Figure 4. Enriched pathways in high and low YTHDF1 expression groups. (A) Enriched pathways in high expression group. (B) An enriched pathway in low expression group. (C) Western blot for detecting the expressions of (D) YTHDF1, (E) Axin2, (F) c-myc, (G) β-catenin and (H) cyclin D1 in MCF-7 cells transfected with si-YTHDF1. Ns, not significant; **p < 0.01; ***p < 0.001.

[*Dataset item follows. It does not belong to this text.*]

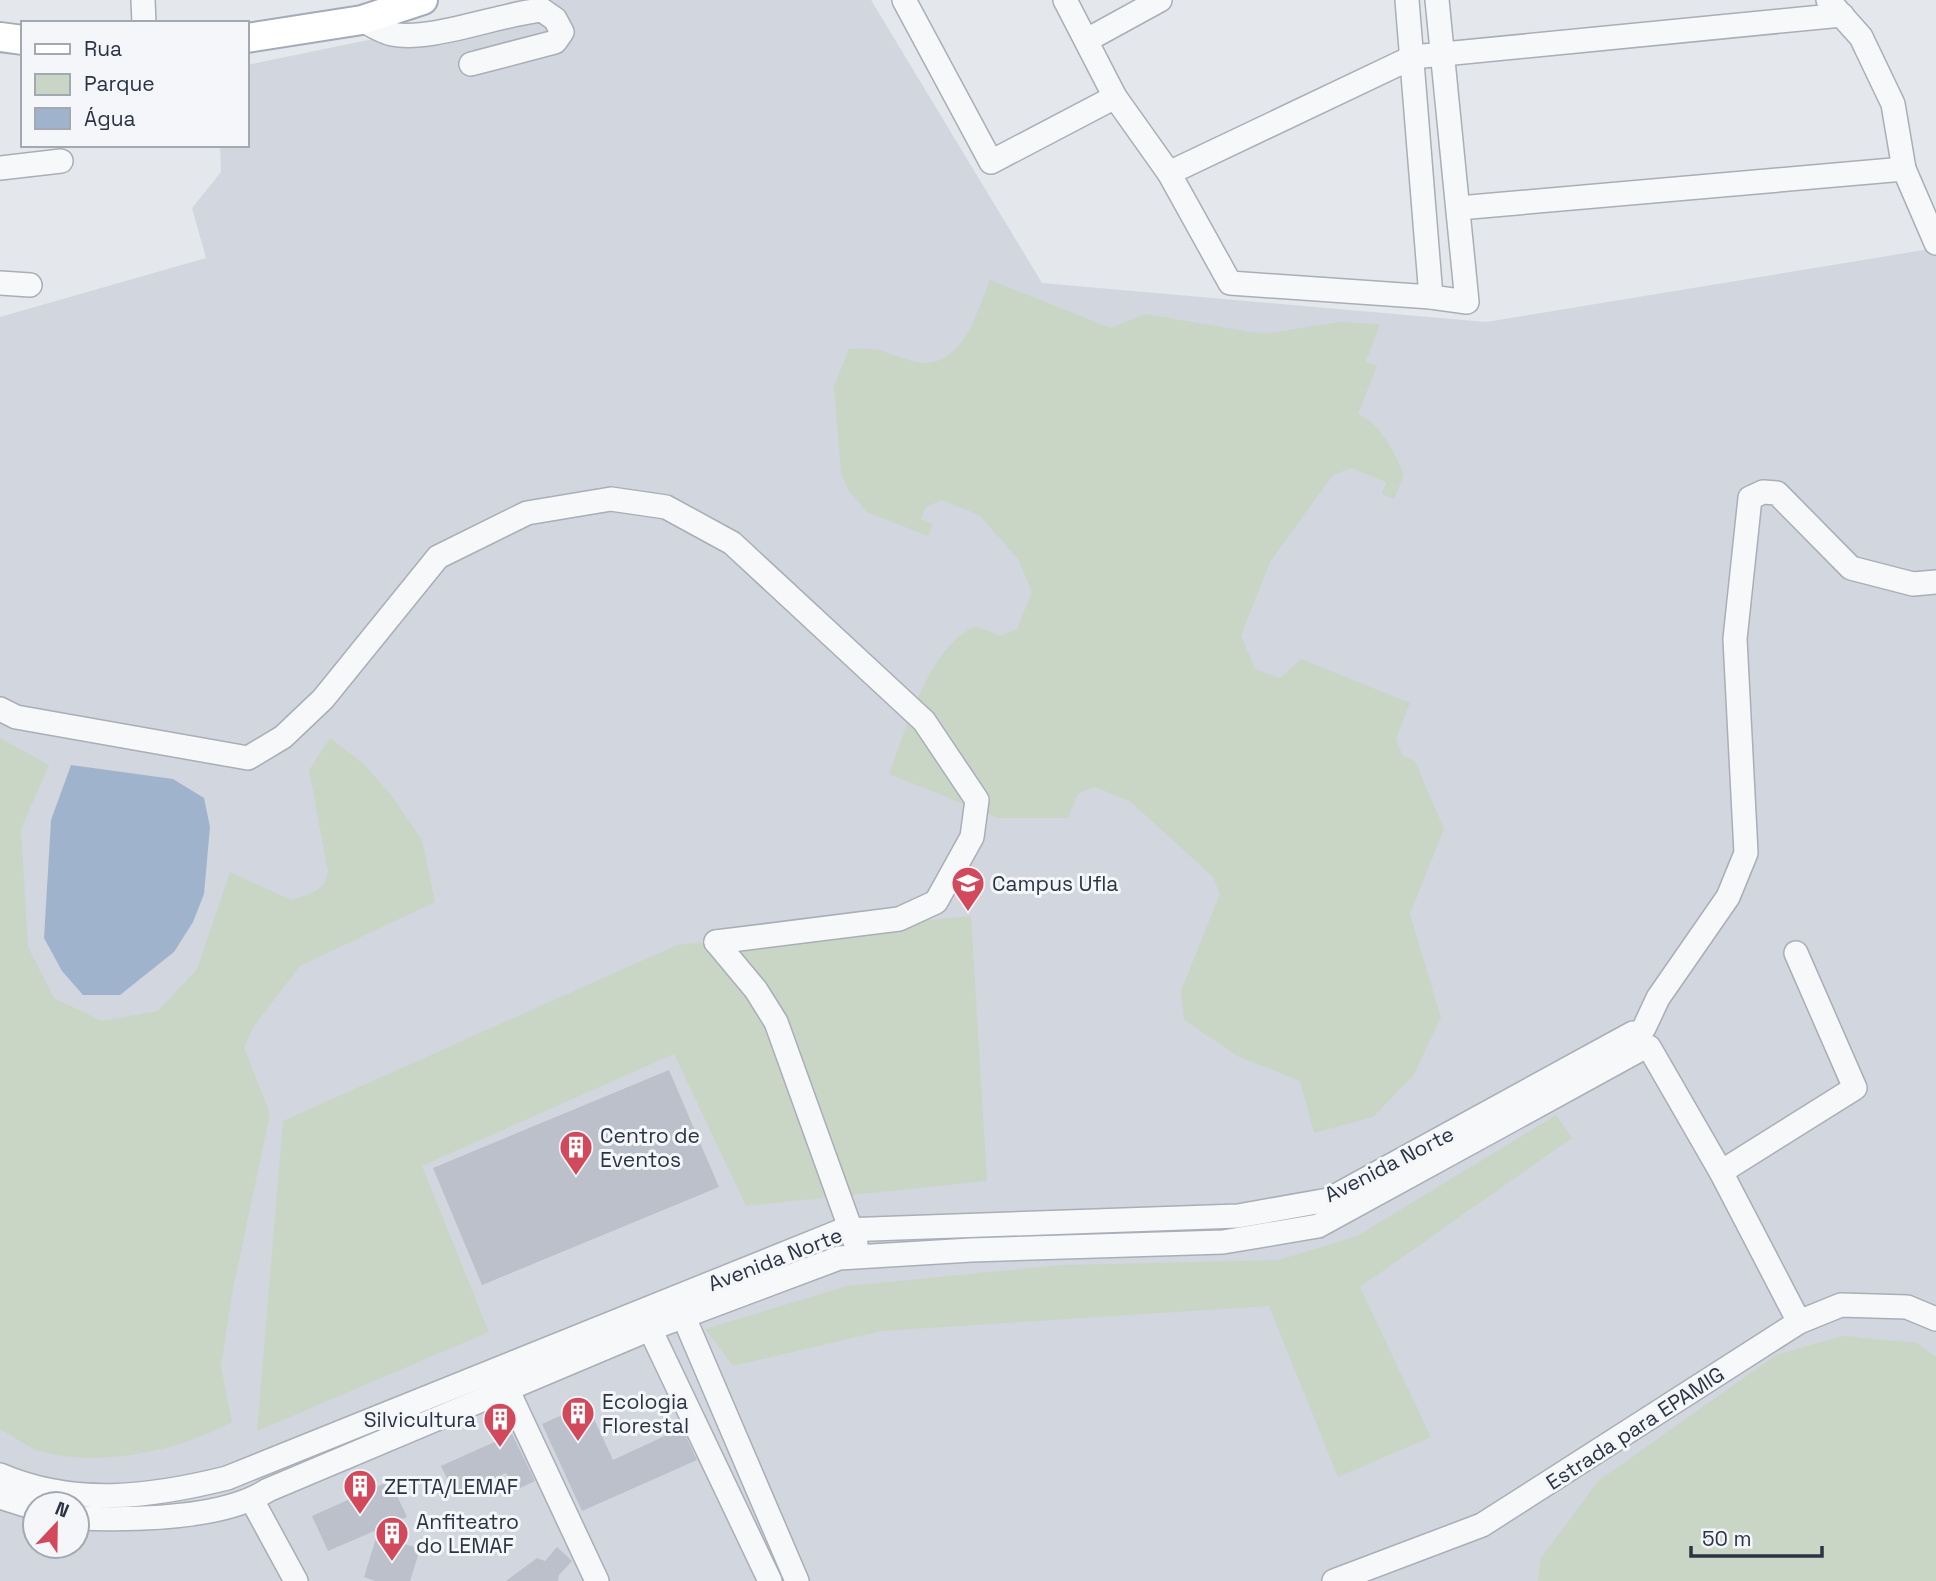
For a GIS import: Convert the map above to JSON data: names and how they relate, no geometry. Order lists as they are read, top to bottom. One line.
{"streets":{"street":["Avenida Norte","Estrada para EPAMIG"]},"places":{"school or university":["Campus Ufla"],"building":["Centro de Eventos","Ecologia Florestal","Silvicultura","ZETTA/LEMAF","Anfiteatro do LEMAF"]},"legend":["Rua","Parque","Água"],"scale_bar":"50 m","north":"top"}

Correlation Between YTHDF1 Expression and Tumor Immune Microenvironment and Response to Immunotherapy
m6A modification is closely related to tumor microenvironment cell infiltration in individual tumors (12). Here, we assessed the correlation between YTHDF1 expression and tumor immune microenvironment in breast cancer. Samples with high YTHDF1 expression distinctly exhibited higher infiltration scores of T cells CD4 memory activated and macrophages M1 those with its low expression (Figure 5A; Table 2). Lower infiltration levels of NK cells activated and monocytes were found in subjects with high YTHDF1 expression compared to those with its low expression. Despite the revolutionization of immune checkpoint blockade (ICB) therapy, most patients cannot benefit from ICB therapy (13). We found that high YTHDF1 expression was significantly correlated to higher TMB score, indicating that patients with its up-regulation had a better effect on immunotherapy (Figure 5B). Thus, YTHDF1 expression might be used for predicting the response to immunotherapy.
Figure 5. Correlation between YTHDF1 expression and tumor immune microenvironment and response to immunotherapy. (A) Box plots for the association between YTHDF1 expression and infiltration levels of immune cells in breast cancer. (B) Box plots for the association between YTHDF1 expression and TMB score.
Table 2. The correlations between YTHDF1 expression and tumor-infiltrating immune cells in breast cancer.
Somatic Mutations in High and Low YTHDF1 Breast Cancer
Somatic mutations were evaluated in high and low YTHDF1 breast cancer samples from TCGA database. Among 986 samples, 260 (26.37%) occurred somatic mutations in high YTHDF1 expression group. Here, we displayed the top 20 genes according to mutation frequency. As shown in Figure 6A, TP53 (12%) had the most frequently mutated gene, followed by PIK3CA (10%), TTN (5%), CDH1 (3%), and GATA3 (3%). Four hundred and forty samples occurred somatic mutations in low YTHDF1 expression group (Figure 6B). Consistent with high expression group, TP53 (16%), PIK3CA (17%), TTN (9%), CDH1 (8%), and GATA3 (7%) were the top five mutated genes. Both in high and low YTHDF1 expression groups, missense mutation was the most common mutation type.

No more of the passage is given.